# Source data
+++
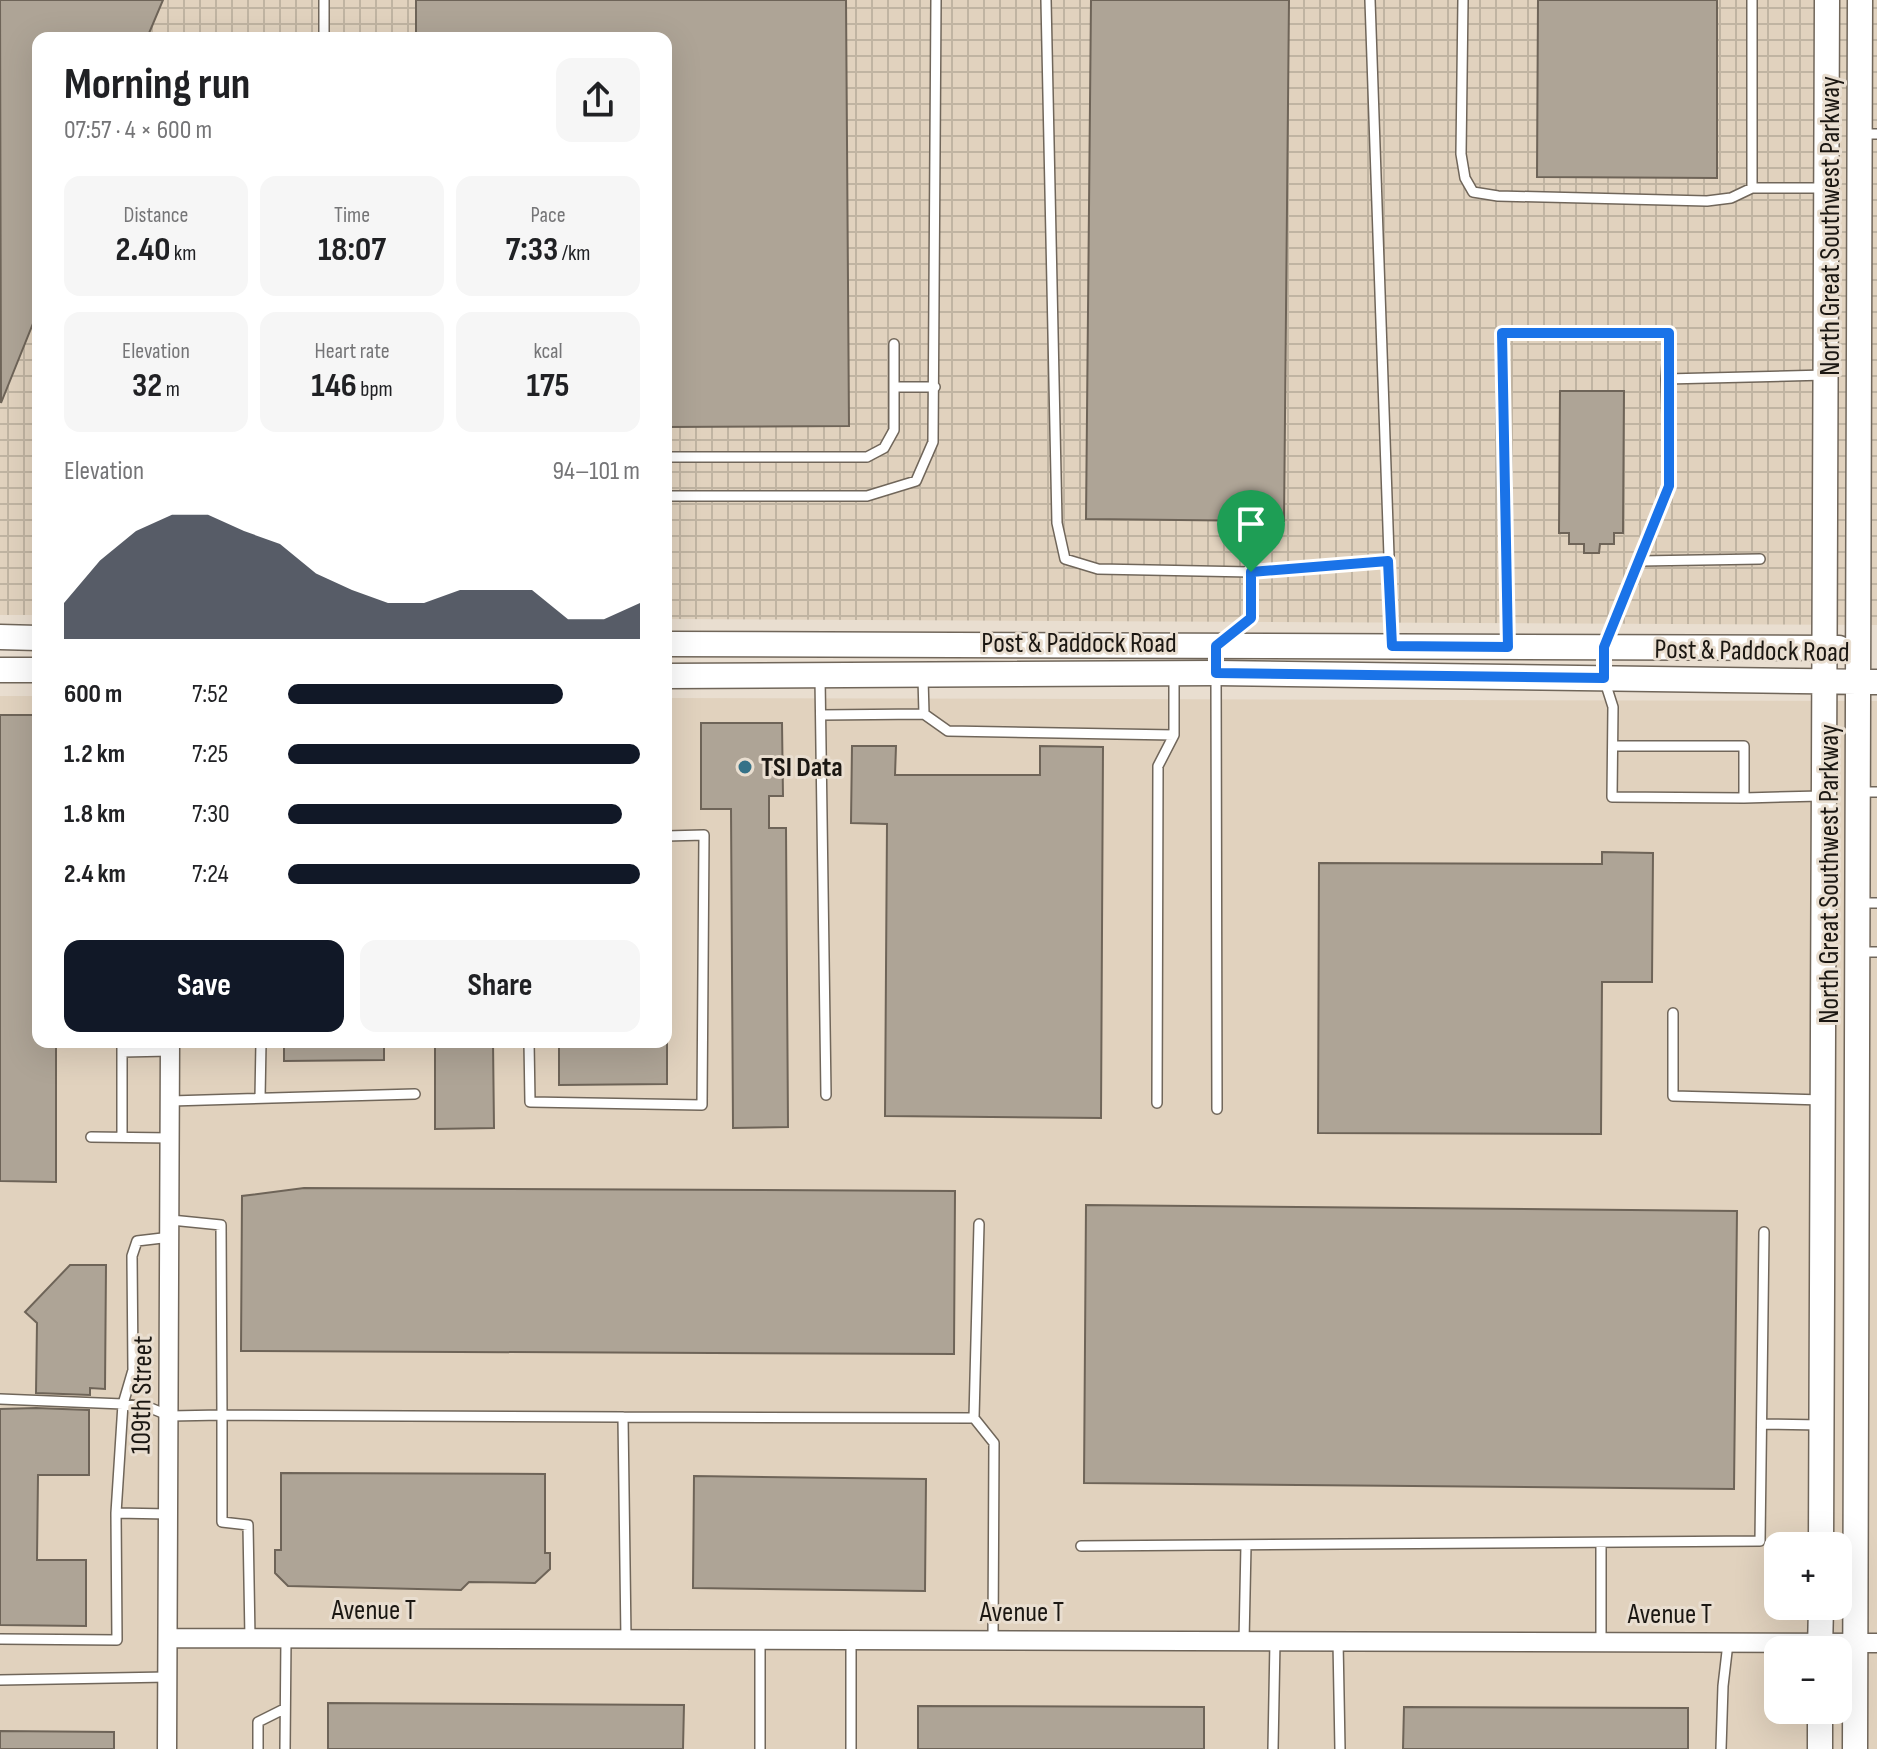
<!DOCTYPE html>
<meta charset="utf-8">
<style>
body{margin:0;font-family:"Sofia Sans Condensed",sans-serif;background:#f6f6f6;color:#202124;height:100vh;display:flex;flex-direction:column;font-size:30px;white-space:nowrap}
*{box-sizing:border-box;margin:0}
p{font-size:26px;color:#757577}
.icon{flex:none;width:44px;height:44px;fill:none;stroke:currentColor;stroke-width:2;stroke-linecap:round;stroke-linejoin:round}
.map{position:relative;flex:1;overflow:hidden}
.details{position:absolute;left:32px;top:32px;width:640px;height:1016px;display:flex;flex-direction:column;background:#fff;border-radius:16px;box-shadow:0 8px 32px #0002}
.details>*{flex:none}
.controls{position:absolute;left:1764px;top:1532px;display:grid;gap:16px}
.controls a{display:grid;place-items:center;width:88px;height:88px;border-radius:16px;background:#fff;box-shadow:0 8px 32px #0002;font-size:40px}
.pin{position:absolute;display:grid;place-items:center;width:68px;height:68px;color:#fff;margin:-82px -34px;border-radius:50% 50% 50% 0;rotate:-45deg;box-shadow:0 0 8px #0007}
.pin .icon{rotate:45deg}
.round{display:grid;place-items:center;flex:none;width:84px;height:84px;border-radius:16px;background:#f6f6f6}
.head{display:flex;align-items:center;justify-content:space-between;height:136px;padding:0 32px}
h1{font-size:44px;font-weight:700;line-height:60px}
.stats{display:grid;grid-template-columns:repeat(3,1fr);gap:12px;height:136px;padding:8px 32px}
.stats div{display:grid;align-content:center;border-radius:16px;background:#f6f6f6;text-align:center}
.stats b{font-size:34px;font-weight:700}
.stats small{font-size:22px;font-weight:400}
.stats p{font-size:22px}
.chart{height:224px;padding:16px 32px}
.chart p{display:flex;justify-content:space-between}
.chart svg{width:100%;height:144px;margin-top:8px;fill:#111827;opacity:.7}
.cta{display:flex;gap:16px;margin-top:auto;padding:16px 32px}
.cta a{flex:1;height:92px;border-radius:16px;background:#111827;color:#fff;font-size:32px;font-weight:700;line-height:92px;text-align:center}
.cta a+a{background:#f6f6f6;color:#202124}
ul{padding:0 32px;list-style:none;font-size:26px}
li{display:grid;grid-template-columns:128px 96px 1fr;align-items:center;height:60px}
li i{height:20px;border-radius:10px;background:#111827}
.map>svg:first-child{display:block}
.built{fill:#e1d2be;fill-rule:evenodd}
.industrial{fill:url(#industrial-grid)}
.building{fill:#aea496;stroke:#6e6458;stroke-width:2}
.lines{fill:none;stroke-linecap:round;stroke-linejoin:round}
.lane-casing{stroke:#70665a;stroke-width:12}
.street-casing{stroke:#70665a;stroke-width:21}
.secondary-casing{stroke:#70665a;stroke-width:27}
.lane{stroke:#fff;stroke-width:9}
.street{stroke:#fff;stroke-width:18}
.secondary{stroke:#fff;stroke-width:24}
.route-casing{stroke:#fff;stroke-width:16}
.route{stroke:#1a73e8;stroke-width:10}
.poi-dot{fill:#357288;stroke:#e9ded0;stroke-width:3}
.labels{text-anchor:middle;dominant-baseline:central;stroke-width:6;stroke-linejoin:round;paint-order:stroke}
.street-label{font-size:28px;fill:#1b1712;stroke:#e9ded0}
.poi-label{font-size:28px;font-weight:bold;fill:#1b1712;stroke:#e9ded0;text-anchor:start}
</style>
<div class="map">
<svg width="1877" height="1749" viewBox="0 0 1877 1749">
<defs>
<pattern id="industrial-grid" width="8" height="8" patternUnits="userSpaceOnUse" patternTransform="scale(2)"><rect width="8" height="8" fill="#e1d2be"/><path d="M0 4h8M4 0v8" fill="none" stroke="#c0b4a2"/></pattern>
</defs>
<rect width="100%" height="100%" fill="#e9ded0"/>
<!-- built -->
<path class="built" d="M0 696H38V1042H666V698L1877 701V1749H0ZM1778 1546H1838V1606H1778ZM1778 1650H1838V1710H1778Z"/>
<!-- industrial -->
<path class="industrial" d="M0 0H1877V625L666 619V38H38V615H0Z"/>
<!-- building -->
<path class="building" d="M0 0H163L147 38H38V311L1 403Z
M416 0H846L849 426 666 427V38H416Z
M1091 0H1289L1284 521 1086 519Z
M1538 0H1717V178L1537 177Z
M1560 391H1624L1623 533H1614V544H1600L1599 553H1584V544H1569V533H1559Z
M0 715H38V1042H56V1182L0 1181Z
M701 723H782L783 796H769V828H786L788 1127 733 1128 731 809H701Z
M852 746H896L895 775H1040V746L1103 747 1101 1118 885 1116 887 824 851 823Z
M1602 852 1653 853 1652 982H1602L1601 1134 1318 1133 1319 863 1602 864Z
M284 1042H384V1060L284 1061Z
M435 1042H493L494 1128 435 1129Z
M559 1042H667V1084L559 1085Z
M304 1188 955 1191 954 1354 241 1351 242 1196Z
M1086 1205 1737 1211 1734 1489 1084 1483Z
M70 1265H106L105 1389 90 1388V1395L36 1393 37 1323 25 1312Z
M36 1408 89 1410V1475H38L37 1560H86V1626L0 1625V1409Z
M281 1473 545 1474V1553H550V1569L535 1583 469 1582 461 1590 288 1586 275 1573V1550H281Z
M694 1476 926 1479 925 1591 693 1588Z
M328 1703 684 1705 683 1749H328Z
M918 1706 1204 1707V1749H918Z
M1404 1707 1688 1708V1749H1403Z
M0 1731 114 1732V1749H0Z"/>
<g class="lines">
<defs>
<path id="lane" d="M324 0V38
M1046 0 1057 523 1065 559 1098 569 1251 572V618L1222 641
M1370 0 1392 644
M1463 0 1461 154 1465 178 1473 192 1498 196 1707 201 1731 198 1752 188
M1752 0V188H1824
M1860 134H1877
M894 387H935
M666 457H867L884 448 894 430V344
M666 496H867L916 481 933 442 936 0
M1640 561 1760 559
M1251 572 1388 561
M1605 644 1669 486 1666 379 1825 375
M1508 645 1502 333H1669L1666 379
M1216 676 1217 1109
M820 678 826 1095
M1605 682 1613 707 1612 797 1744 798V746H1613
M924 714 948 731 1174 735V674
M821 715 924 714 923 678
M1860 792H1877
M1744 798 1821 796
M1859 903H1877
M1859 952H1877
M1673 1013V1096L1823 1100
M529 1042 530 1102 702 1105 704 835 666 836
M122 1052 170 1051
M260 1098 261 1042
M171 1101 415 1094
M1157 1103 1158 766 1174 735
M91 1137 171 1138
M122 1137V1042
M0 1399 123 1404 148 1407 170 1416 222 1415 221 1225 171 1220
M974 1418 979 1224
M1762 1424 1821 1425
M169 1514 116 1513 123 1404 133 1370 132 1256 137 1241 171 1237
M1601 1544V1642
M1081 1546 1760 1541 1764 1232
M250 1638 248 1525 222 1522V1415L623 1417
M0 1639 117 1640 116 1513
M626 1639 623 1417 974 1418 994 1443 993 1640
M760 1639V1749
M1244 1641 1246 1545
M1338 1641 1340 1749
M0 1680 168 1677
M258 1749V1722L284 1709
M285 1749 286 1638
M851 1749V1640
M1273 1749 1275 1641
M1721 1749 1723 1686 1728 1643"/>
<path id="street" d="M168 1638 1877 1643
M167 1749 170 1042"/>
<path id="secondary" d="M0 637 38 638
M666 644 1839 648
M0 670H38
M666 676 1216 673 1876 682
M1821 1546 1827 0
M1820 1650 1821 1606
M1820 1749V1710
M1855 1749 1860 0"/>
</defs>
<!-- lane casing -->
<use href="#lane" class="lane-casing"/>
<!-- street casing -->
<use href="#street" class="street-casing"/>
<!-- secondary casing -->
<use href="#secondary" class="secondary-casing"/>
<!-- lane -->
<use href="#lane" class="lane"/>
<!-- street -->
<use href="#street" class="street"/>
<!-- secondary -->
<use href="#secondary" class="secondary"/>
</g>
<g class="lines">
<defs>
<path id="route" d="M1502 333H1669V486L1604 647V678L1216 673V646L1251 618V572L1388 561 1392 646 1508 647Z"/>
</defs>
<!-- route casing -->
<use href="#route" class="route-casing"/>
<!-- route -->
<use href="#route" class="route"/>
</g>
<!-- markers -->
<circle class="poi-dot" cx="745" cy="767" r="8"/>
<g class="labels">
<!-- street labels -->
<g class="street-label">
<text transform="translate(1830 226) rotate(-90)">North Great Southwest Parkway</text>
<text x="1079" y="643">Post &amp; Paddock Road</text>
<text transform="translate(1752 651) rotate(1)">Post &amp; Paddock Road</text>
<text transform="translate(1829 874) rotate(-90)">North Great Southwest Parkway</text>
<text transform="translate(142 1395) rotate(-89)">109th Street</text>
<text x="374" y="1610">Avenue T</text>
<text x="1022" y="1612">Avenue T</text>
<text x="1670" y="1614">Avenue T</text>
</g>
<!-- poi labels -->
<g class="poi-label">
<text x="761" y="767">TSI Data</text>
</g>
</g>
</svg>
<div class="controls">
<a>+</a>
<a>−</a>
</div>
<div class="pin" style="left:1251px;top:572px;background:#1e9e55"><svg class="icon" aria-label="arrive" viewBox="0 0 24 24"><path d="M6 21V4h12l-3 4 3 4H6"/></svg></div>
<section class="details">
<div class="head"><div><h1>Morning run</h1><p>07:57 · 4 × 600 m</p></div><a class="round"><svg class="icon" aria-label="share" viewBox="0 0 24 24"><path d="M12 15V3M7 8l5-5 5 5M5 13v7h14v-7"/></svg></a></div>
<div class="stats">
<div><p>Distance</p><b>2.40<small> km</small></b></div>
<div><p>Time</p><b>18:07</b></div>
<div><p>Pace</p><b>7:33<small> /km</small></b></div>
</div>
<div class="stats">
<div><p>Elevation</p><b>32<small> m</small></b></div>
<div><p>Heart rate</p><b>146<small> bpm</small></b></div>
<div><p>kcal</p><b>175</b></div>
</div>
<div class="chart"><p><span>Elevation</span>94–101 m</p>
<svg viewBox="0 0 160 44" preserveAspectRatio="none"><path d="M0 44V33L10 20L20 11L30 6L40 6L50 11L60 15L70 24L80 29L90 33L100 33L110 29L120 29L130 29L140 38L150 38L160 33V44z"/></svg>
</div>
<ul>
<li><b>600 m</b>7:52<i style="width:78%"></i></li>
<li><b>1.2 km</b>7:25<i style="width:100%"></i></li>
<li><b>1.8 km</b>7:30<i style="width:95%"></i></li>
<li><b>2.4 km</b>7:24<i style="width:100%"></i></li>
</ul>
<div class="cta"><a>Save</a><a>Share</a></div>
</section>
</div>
+++
# Directions for this task
Print exactly the lines of the listing above starting at the line containing "<!-- lane casing -->" and ending at the line containing "<!-- street -->", both included.

# Solution to the exercise
<!-- lane casing -->
<use href="#lane" class="lane-casing"/>
<!-- street casing -->
<use href="#street" class="street-casing"/>
<!-- secondary casing -->
<use href="#secondary" class="secondary-casing"/>
<!-- lane -->
<use href="#lane" class="lane"/>
<!-- street -->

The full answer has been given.